There are three different concepts and measures used to determine and represent the value of a company. These are market capitalization or market cap, market value, and enterprise value. All three are expressed in monetary amounts and are used in business and investment valuation. They also have some overlaps or similarities but have differentiating definitions, calculations, and applications. A general understanding of the difference between market cap, market value, and enterprise value should be a basic requirement for investors who want to invest in stocks or publicly traded companies and even in private companies.

Explaining the Difference Between Market Cap, Market Value, and Enterprise Value


Market cap represents the total market value of the outstanding shares of common stock of a publicly traded company. It is based on the current stock price and the number of outstanding shares that are traded in a stock market or specific stock exchange.

The concept of market value is somewhat similar but it is more exhaustive. The market cap of a company does not represent its true market value. The actual market value takes into account different fundamentals and metrics like price-to-sales and price-to-earnings.

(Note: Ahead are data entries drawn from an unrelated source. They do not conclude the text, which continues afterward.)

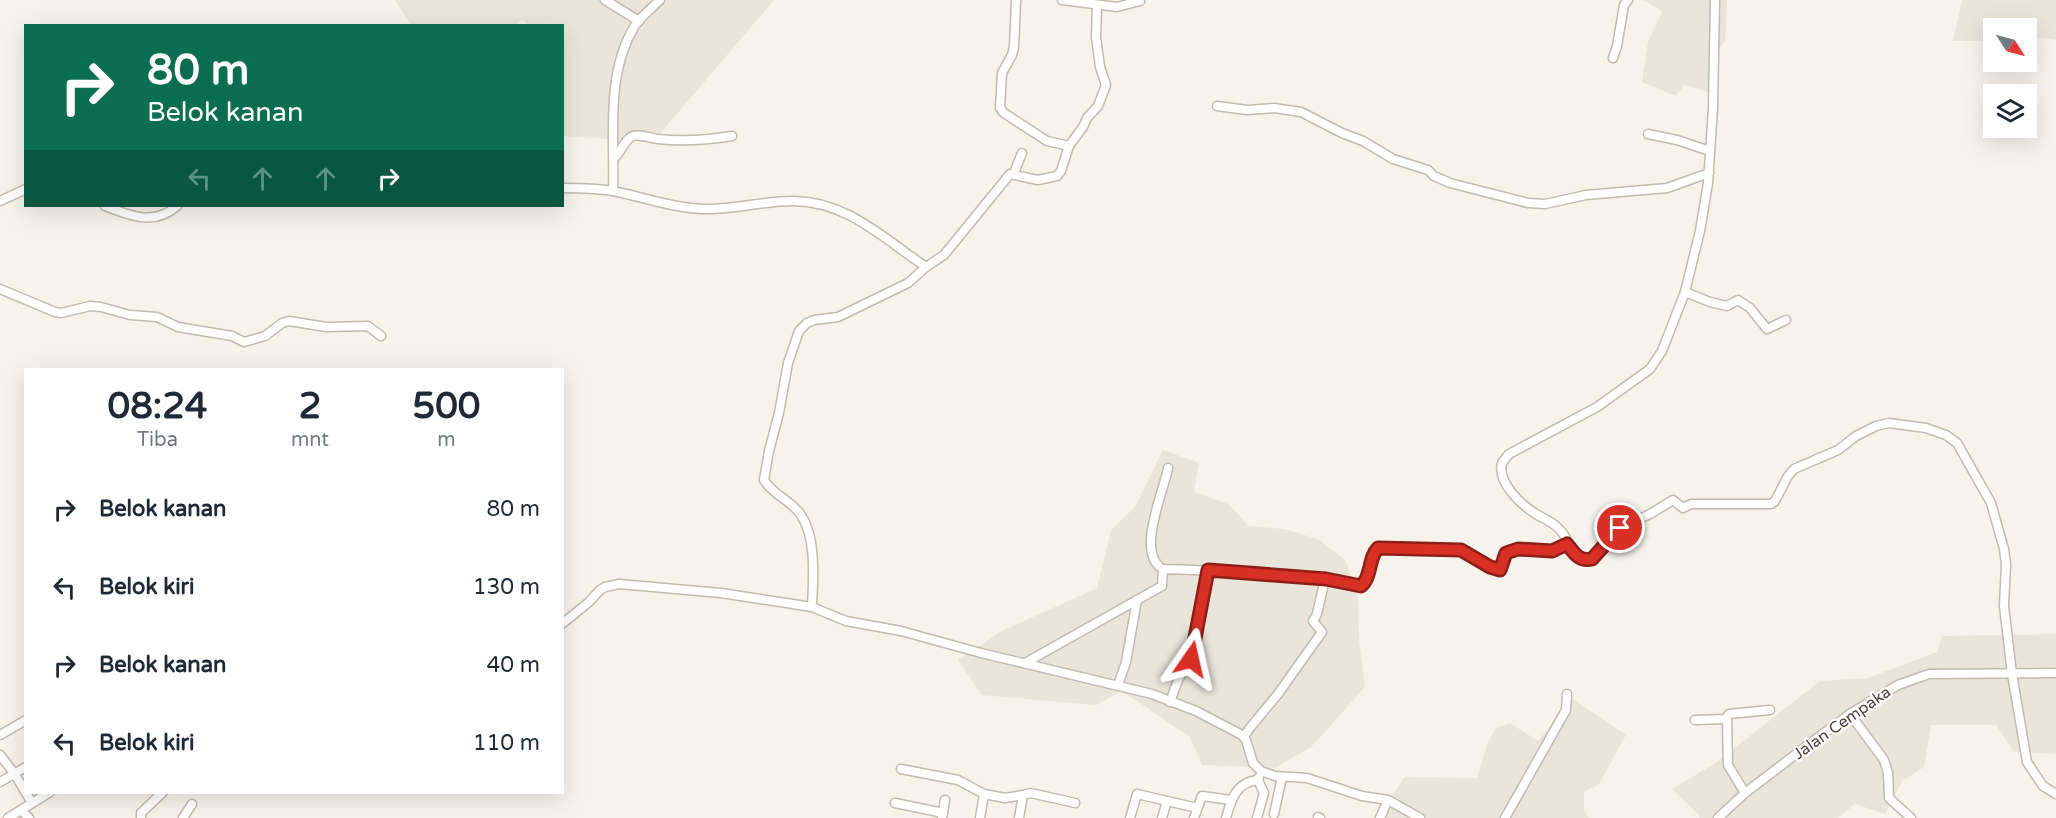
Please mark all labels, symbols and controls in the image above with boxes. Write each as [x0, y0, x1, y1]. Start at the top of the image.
north arrow [1983, 18, 2037, 72]
map controls [1983, 18, 2037, 138]
text: 80 m [147, 45, 249, 96]
icon: right [48, 48, 126, 126]
button: layers [1983, 84, 2037, 138]
text: Belok kanan [147, 96, 303, 129]
icon: left [183, 162, 216, 195]
icon: ahead [246, 162, 279, 195]
icon: ahead [309, 162, 342, 195]
icon: right [372, 162, 405, 195]
text: 08:24 [108, 385, 207, 428]
text: 2 [299, 385, 321, 428]
text: 500 [413, 385, 480, 428]
text: Tiba [137, 428, 178, 452]
text: mnt [291, 428, 329, 452]
text: m [437, 428, 456, 452]
icon: right [48, 493, 81, 526]
text: Belok kanan [99, 496, 226, 522]
text: 80 m [486, 496, 540, 522]
pin [1594, 502, 1645, 553]
icon: arrive [1603, 511, 1636, 544]
icon: left [48, 571, 81, 604]
text: Belok kiri [99, 574, 195, 600]
text: 130 m [473, 574, 540, 600]
position arrow [1159, 627, 1223, 691]
icon: right [48, 649, 81, 682]
text: Belok kanan [99, 652, 226, 678]
text: 40 m [486, 652, 540, 678]
street label: Jalan Cempaka [1789, 682, 1895, 764]
icon: left [48, 727, 81, 760]
text: Belok kiri [99, 730, 195, 756]
text: 110 m [473, 730, 540, 756]

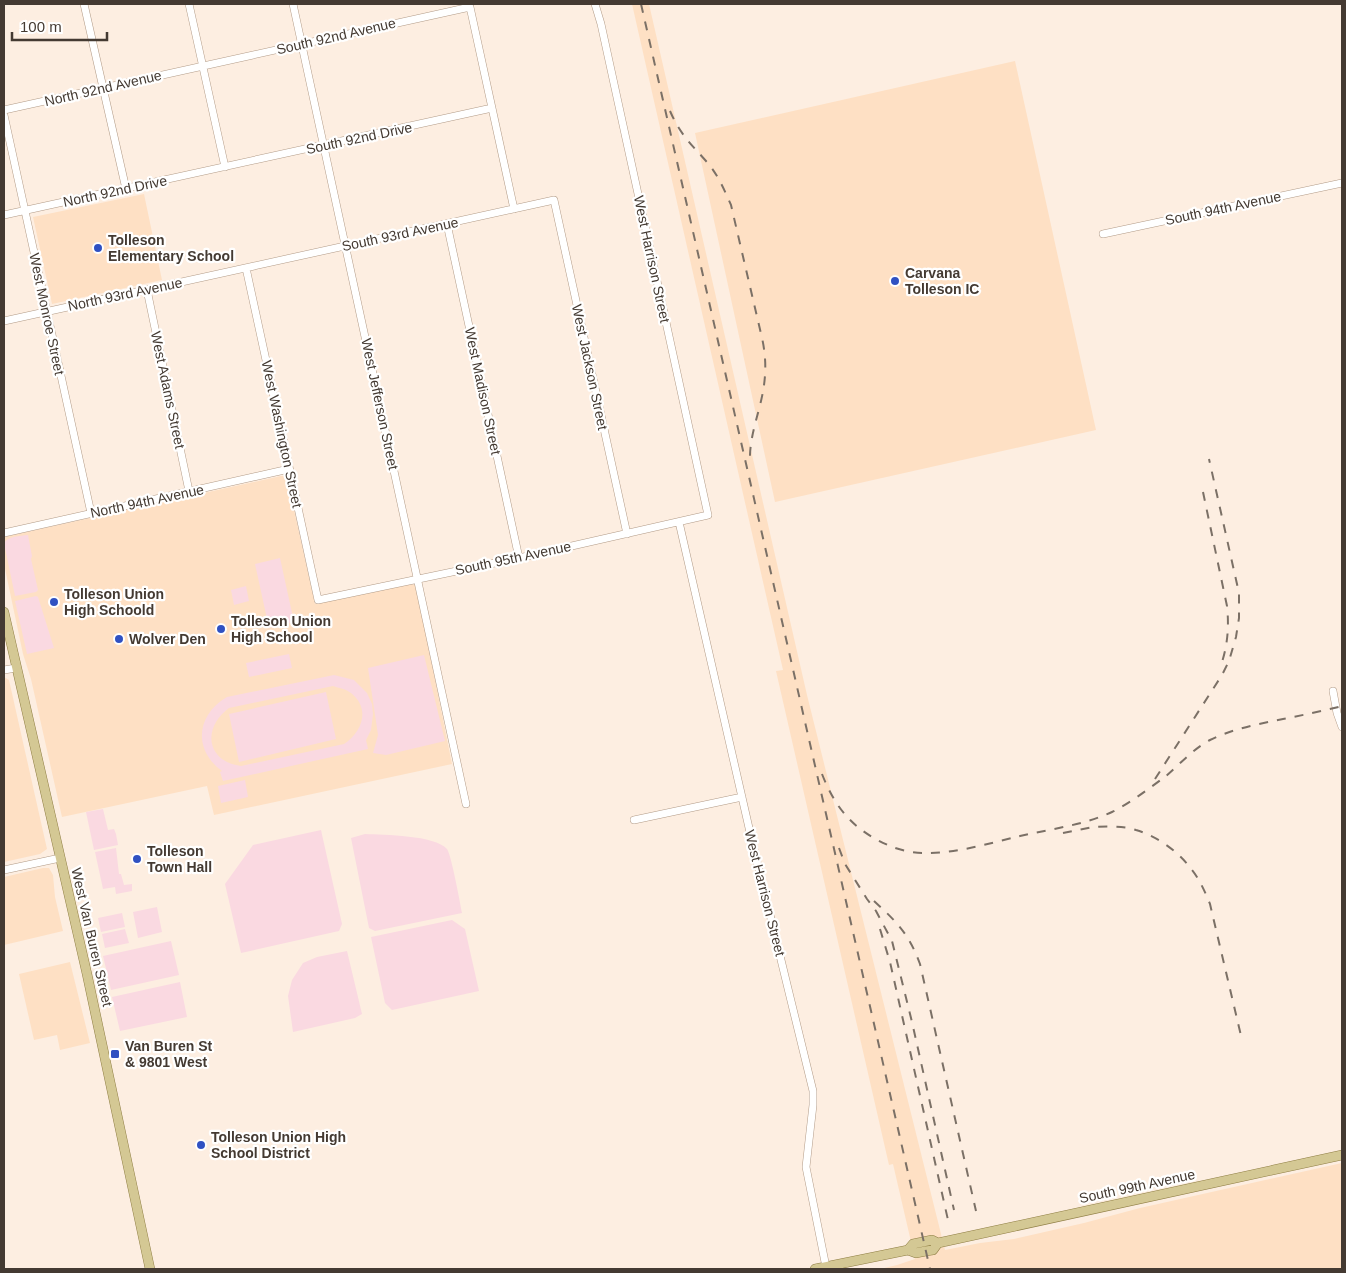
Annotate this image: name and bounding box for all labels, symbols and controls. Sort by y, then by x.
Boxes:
scale bar [12,10,108,42]
street label: South 92nd Avenue [275,14,397,58]
text: 100 m [20,18,62,35]
street label: North 92nd Avenue [43,67,163,109]
street label: South 92nd Drive [304,119,414,157]
street label: North 92nd Drive [62,172,169,210]
street label: South 94th Avenue [1164,188,1283,228]
street label: West Harrison Street [631,194,673,324]
street label: South 93rd Avenue [340,214,460,254]
place label: Tolleson Elementary School [108,232,234,264]
marker: Tolleson Elementary School [92,242,104,254]
street label: West Monroe Street [26,252,68,377]
place label: Carvana Tolleson IC [905,265,979,297]
street label: North 93rd Avenue [66,274,184,314]
marker: Carvana Tolleson IC [889,275,901,287]
street label: West Jackson Street [569,303,611,431]
street label: West Madison Street [462,326,504,456]
street label: West Adams Street [148,330,188,450]
street label: West Jefferson Street [358,337,402,471]
street label: West Washington Street [259,359,305,509]
street label: North 94th Avenue [89,481,205,521]
street label: South 95th Avenue [454,538,573,578]
place label: Tolleson Union High Schoold [64,586,164,618]
marker: Tolleson Union High Schoold [48,596,60,608]
place label: Tolleson Union High School [231,613,331,645]
marker: Tolleson Union High School [215,623,227,635]
place label: Wolver Den [129,631,206,647]
marker: Wolver Den [113,633,125,645]
street label: West Harrison Street [742,828,788,958]
place label: Tolleson Town Hall [147,843,212,875]
marker: Tolleson Town Hall [131,853,143,865]
street label: West Van Buren Street [68,866,116,1008]
place label: Van Buren St & 9801 West [125,1038,212,1070]
marker: Van Buren St & 9801 West [109,1048,121,1060]
place label: Tolleson Union High School District [211,1129,346,1161]
marker: Tolleson Union High School District [195,1139,207,1151]
street label: South 99th Avenue [1078,1166,1197,1206]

Enterprise value is the most comprehensive of the three measures of value. It factors in market cap or shares of common stock, shares of preferred stock, issued bonds and other outstanding debts, other debt-deemed liabilities, and cash and cash equivalents.


Market cap is calculated by multiplying the current stock price by the shares outstanding. A company that trades at $100 per share in the stock market and has issued 10 million outstanding shares to all its shareholders will have a market capitalization of $1 billion.

The calculation of the market value of a company is inherently complex. There is no single standard to do so because it is determined by multiples accorded by investors like price-to-sales and price-to-earnings and factors like debt and growth potential.

Enterprise value is calculated by adding market capitalization and total debt or all outstanding liabilities like bonds and loans and subtracting cash and cash equivalents. Both cash and cash equivalents are subtracted to avoid double-counting the value.


Remember that all three are used in valuation. Market cap is specifically used in stock valuation for the purpose of trading shares or supporting informed investment decisions. It also reflects how much investors believe a publicly traded company is worth.

The application of market valuation is similar to the applications of market cap and enterprise value. These two can be metrics of market value. It is used to make informed investment decisions, track company performance, and determine long-term growth potential.

Enterprise value builds on the strength of market cap and adds a more comprehensive picture of the value of a company. It is used in comprehensive investment decisions because it can be useful for tracking financial performance,  comparative analyses, and risk management.